+++ Records for processing +++

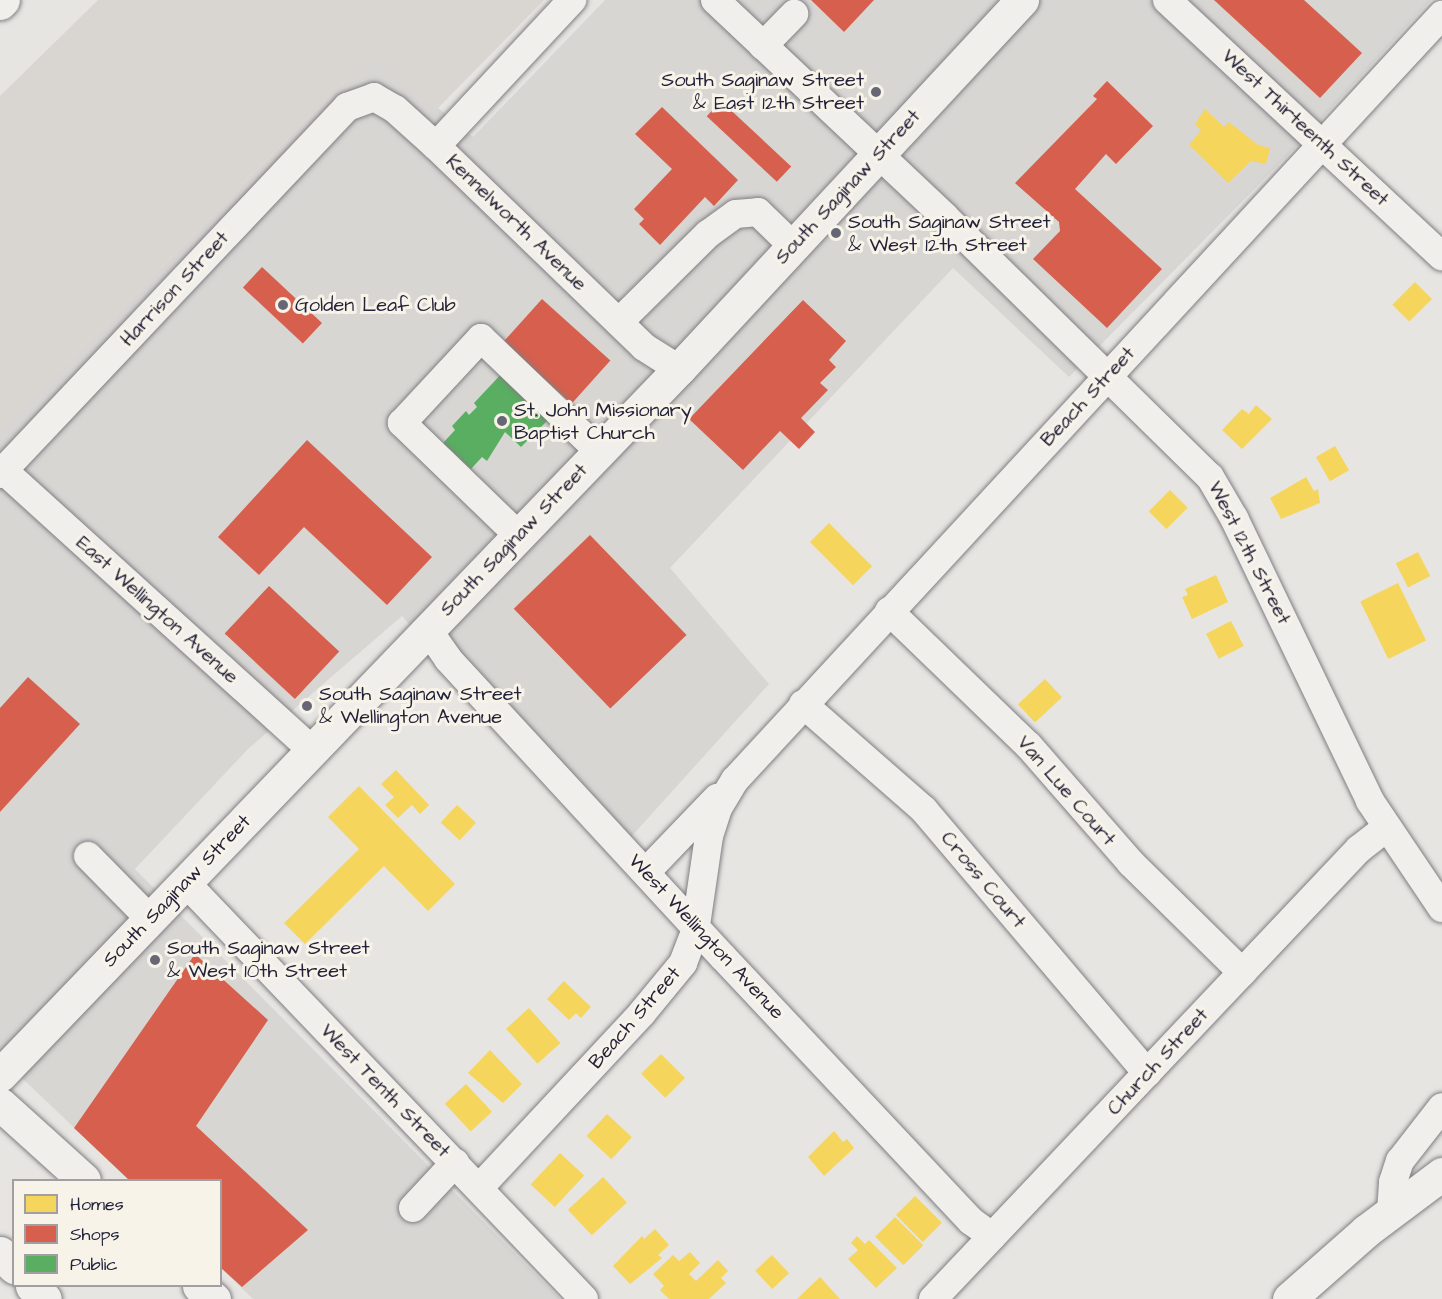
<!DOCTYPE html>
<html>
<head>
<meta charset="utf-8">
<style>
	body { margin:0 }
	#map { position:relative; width:1442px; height:1299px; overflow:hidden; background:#e7e5e1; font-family:"Architects Daughter",sans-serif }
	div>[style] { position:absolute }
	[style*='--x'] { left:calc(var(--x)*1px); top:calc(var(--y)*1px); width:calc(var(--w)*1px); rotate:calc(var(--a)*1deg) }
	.built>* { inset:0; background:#d8d6d3 }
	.green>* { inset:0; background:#d9d6d2 }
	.homes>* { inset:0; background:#f6d55c; transform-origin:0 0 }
	.shops>* { inset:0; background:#d6604d; transform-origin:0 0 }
	.public>* { inset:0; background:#5aae61 }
	.roads { filter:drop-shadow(0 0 2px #7f7e81) drop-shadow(0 0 2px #7f7e81) }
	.minor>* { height:28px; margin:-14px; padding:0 14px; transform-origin:14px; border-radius:14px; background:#f0efeb }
	.major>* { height:33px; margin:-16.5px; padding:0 16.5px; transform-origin:16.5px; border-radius:16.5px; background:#f0efeb }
	.highway>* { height:33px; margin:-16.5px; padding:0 16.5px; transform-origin:16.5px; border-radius:16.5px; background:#f0efeb }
	.dots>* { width:16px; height:16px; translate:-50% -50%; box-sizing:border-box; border:3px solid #f7f3e8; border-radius:50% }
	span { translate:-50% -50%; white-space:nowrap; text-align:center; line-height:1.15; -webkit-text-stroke:6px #f7f3e8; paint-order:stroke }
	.poi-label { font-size:20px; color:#22223b }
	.right { translate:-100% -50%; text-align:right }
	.left { translate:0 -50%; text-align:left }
	.street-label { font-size:20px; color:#22223b }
	.legend { position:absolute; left:12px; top:1179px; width:210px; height:108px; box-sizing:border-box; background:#f7f3e8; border:2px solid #a29fa3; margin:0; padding:8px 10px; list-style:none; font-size:18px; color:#22223b }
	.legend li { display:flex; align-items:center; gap:12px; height:30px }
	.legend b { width:30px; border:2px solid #a29fa3 }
</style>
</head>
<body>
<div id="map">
	<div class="built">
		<i style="clip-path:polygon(605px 0,1431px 0,1290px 153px,1069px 377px,953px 268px,670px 568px,769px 684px,612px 858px,402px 616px,248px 749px,135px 869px,560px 1299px,253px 1299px,221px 1268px,220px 1180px,129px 1180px,0 1057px,0 430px,373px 53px,473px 137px)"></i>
	</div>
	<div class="green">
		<i style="clip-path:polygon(98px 0,544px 0,438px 108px,372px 54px,0 430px,0 96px)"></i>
	</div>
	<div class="homes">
		<i style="clip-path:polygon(1205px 109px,1224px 127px,1229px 122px,1258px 145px,1270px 148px,1266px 164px,1251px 161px,1228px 183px,1189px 145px,1201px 130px,1195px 124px)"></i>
		<i style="left:1415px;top:282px;width:24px;height:32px;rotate:45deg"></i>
		<i style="clip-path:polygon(1256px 405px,1272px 419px,1242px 449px,1222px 430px,1242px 409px,1249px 414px)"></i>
		<i style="left:1335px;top:446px;width:28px;height:22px;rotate:60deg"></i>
		<i style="clip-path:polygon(1306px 477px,1314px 491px,1318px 489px,1320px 503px,1281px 519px,1270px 498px)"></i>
		<i style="left:1170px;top:490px;width:25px;height:30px;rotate:45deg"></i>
		<i style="left:829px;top:523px;width:61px;height:27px;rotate:45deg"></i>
		<i style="left:1418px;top:552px;width:27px;height:25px;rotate:63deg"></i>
		<i style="clip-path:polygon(1216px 575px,1228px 602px,1192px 619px,1182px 597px,1188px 595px,1185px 589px)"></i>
		<i style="left:1398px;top:583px;width:64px;height:42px;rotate:64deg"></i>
		<i style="left:1231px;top:621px;width:28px;height:28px;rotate:63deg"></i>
		<i style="left:1045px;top:679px;width:25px;height:37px;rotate:47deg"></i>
		<i style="clip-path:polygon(396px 770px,429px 805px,420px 814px,412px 805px,398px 818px,385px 805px,394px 797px,381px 784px)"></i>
		<i style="clip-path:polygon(359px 786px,455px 884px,428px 911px,384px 866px,305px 944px,284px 923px,359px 849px,328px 817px)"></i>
		<i style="left:457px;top:805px;width:26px;height:24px;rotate:43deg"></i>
		<i style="clip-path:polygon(564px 981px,591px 1007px,581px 1018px,576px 1013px,569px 1020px,547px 999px)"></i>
		<i style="left:529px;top:1008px;width:47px;height:31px;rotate:48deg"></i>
		<i style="clip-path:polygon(490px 1050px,522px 1084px,503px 1103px,468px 1073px)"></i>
		<i style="left:661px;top:1054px;width:34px;height:28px;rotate:45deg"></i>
		<i style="left:466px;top:1084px;width:38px;height:29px;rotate:47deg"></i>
		<i style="left:607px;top:1114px;width:34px;height:30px;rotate:43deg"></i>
		<i style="clip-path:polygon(834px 1131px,843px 1142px,847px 1139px,854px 1148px,824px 1176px,808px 1157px)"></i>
		<i style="left:560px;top:1153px;width:33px;height:43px;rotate:43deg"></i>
		<i style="left:603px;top:1177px;width:35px;height:48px;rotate:47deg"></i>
		<i style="left:915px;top:1196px;width:38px;height:27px;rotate:45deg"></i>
		<i style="left:895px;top:1217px;width:40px;height:28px;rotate:45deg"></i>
		<i style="clip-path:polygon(655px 1229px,669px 1245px,658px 1255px,662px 1258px,630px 1284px,613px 1266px,642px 1236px,644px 1239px)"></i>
		<i style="clip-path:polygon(857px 1236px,865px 1244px,869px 1240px,897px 1268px,876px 1288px,848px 1259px,858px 1250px,851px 1243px)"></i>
		<i style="clip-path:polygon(690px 1252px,700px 1263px,689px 1274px,696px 1281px,718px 1260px,728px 1271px,721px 1278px,726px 1283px,709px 1299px,669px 1299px,660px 1290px,664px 1286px,653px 1274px,673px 1255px,679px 1261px)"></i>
		<i style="left:772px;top:1255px;width:25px;height:23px;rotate:47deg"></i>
		<i style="clip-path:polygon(820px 1277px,840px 1299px,797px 1299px)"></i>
	</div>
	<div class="shops">
		<i style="clip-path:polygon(811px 0,874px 0,844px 32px)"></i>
		<i style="clip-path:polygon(1214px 0,1304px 0,1362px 53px,1320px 98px)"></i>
		<i style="clip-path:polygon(1107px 81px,1153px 126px,1116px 164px,1106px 154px,1075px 189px,1162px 269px,1107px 328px,1033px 259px,1060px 231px,1059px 222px,1015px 183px,1097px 99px,1093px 96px)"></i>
		<i style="left:721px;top:101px;width:96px;height:21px;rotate:43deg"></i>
		<i style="clip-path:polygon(662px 107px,738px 180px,714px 206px,705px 197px,660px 245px,639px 224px,644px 219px,634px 209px,672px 169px,635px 134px)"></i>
		<i style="left:262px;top:267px;width:82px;height:28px;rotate:43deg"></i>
		<i style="left:542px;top:299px;width:92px;height:58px;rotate:42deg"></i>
		<i style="clip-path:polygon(803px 300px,846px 341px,829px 360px,836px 367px,820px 383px,828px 390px,801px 418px,815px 432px,799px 449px,780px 431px,743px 470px,689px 419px)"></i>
		<i style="clip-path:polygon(307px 440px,432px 557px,387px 605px,304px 527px,259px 575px,218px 537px)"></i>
		<i style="left:590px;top:535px;width:139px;height:106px;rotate:46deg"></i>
		<i style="left:269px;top:586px;width:96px;height:65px;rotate:43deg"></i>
		<i style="clip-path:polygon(28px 677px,80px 724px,0 812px,0 708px)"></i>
		<i style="clip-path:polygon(195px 954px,268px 1020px,196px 1126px,308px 1230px,242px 1287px,220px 1267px,220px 1180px,129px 1180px,74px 1128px)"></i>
	</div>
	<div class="public">
		<i style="clip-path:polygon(505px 370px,552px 416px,521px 447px,505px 432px,487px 461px,482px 457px,471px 469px,443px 443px,455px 430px,452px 426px,466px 411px,469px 415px,477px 407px,474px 403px)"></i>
	</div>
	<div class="roads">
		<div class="minor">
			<i style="--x:715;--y:0;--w:316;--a:43.3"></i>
			<i style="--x:945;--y:217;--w:371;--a:44.5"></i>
			<i style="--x:1210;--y:477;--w:48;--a:59.7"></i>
			<i style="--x:1234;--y:518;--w:314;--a:64.3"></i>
			<i style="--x:1370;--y:801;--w:129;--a:56.1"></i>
			<i style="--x:1167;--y:0;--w:376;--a:43"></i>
			<i style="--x:763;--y:46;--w:45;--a:-45.9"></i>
			<i style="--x:436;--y:146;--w:200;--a:-47"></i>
			<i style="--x:619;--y:322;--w:125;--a:-44.7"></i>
			<i style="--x:708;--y:234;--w:34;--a:-36"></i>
			<i style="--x:736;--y:214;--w:22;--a:-5"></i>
			<i style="--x:758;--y:212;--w:49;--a:44.2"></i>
			<i style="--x:3;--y:470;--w:416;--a:42.2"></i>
			<i style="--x:0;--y:474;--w:505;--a:-46.6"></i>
			<i style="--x:347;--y:107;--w:29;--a:-20"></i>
			<i style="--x:374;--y:97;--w:24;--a:30"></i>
			<i style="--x:395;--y:109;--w:55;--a:42.1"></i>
			<i style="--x:436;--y:146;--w:289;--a:44"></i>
			<i style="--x:644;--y:347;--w:41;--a:32.2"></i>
			<i style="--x:519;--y:536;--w:163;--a:-136"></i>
			<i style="--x:402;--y:423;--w:116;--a:-47.1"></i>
			<i style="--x:481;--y:338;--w:165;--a:43.8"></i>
			<i style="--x:889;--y:611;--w:194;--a:44"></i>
			<i style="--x:1029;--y:746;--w:155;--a:48.9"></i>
			<i style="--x:1131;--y:863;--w:156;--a:44.5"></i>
			<i style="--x:428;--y:630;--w:35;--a:55"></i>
			<i style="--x:448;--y:659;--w:405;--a:47.3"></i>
			<i style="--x:723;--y:957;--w:362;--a:46.8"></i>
			<i style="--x:971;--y:1221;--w:26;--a:36"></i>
			<i style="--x:803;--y:704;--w:161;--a:41.2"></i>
			<i style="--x:924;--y:810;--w:345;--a:49.7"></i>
			<i style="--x:88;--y:856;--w:88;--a:45.5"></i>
			<i style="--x:646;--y:872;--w:103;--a:-46.2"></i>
			<i style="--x:185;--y:882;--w:577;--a:46.26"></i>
			<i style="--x:479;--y:1188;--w:239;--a:-47"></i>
			<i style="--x:642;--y:1013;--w:65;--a:-50.6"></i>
			<i style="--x:683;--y:963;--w:33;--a:-69"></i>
			<i style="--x:695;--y:932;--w:97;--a:-81.7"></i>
			<i style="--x:709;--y:836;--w:29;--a:-72"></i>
			<i style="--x:718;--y:808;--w:33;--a:-59"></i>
			<i style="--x:735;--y:780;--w:1042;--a:-47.26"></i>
			<i style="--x:413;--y:1208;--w:62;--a:-47"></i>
			<i style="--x:1391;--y:1212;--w:30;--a:-86"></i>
			<i style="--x:1393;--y:1182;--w:22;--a:-72"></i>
			<i style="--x:1400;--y:1161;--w:68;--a:-52.1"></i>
			<i style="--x:933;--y:1299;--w:620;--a:-46.57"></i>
			<i style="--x:1359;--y:849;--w:34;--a:-38"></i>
		</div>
		<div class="major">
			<i style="--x:0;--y:1075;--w:980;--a:-46.12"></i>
			<i style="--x:679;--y:369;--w:504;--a:-47.09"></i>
			<i style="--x:0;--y:1104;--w:113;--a:42.1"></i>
			<i style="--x:199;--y:1286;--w:20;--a:41"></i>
			<i style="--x:1289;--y:1299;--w:103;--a:-41.4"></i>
			<i style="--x:1366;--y:1231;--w:95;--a:-36.9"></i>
		</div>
		<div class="highway">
			<i style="--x:0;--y:3;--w:4;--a:-45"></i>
			<i style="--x:0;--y:1253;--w:20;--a:45"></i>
			<i style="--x:32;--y:1286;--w:18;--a:45"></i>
		</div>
	</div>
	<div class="dots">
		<i style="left:876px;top:92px;background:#676675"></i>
		<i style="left:836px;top:233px;background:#676675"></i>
		<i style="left:283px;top:305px;background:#676675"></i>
		<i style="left:502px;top:421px;background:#676675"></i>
		<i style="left:307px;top:706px;background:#676675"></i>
		<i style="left:155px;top:960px;background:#676675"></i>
	</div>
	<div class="poi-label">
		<span class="right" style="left:864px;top:92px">South Saginaw Street<br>&amp; East 12th Street</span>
		<span class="left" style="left:848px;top:234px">South Saginaw Street<br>&amp; West 12th Street</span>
		<span class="left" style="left:295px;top:305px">Golden Leaf Club</span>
		<span class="left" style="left:514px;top:422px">St. John Missionary<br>Baptist Church</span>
		<span class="left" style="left:319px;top:706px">South Saginaw Street<br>&amp; Wellington Avenue</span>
		<span class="left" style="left:167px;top:960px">South Saginaw Street<br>&amp; West 10th Street</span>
	</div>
	<div class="street-label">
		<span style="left:1305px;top:128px;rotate:43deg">West Thirteenth Street</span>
		<span style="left:848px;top:187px;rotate:-47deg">South Saginaw Street</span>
		<span style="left:516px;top:223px;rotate:44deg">Kennelworth Avenue</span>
		<span style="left:175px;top:289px;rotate:-47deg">Harrison Street</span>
		<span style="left:1088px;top:397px;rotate:-47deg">Beach Street</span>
		<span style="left:514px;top:540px;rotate:-46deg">South Saginaw Street</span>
		<span style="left:1249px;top:553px;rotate:63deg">West 12th Street</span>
		<span style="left:157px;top:610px;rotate:42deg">East Wellington Avenue</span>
		<span style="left:1066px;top:791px;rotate:49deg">Van Lue Court</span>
		<span style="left:983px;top:880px;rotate:50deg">Cross Court</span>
		<span style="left:177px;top:891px;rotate:-46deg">South Saginaw Street</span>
		<span style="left:706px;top:937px;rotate:47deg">West Wellington Avenue</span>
		<span style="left:635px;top:1018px;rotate:-49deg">Beach Street</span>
		<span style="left:1158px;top:1062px;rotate:-47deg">Church Street</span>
		<span style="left:385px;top:1091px;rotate:46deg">West Tenth Street</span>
	</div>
	<ul class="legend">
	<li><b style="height:16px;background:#f6d55c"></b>Homes</li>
	<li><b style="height:16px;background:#d6604d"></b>Shops</li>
	<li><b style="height:16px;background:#5aae61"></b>Public</li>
	</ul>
</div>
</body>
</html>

+++

(Work item): In the entries above, the lines from the one bearing "height:28px; margin:-14px; padding:0" up to and including the one bearing "translate:-100% -50%; text-align:right" should be transcribed exactly; no other line is wanted.

(Your solution):
	.minor>* { height:28px; margin:-14px; padding:0 14px; transform-origin:14px; border-radius:14px; background:#f0efeb }
	.major>* { height:33px; margin:-16.5px; padding:0 16.5px; transform-origin:16.5px; border-radius:16.5px; background:#f0efeb }
	.highway>* { height:33px; margin:-16.5px; padding:0 16.5px; transform-origin:16.5px; border-radius:16.5px; background:#f0efeb }
	.dots>* { width:16px; height:16px; translate:-50% -50%; box-sizing:border-box; border:3px solid #f7f3e8; border-radius:50% }
	span { translate:-50% -50%; white-space:nowrap; text-align:center; line-height:1.15; -webkit-text-stroke:6px #f7f3e8; paint-order:stroke }
	.poi-label { font-size:20px; color:#22223b }
	.right { translate:-100% -50%; text-align:right }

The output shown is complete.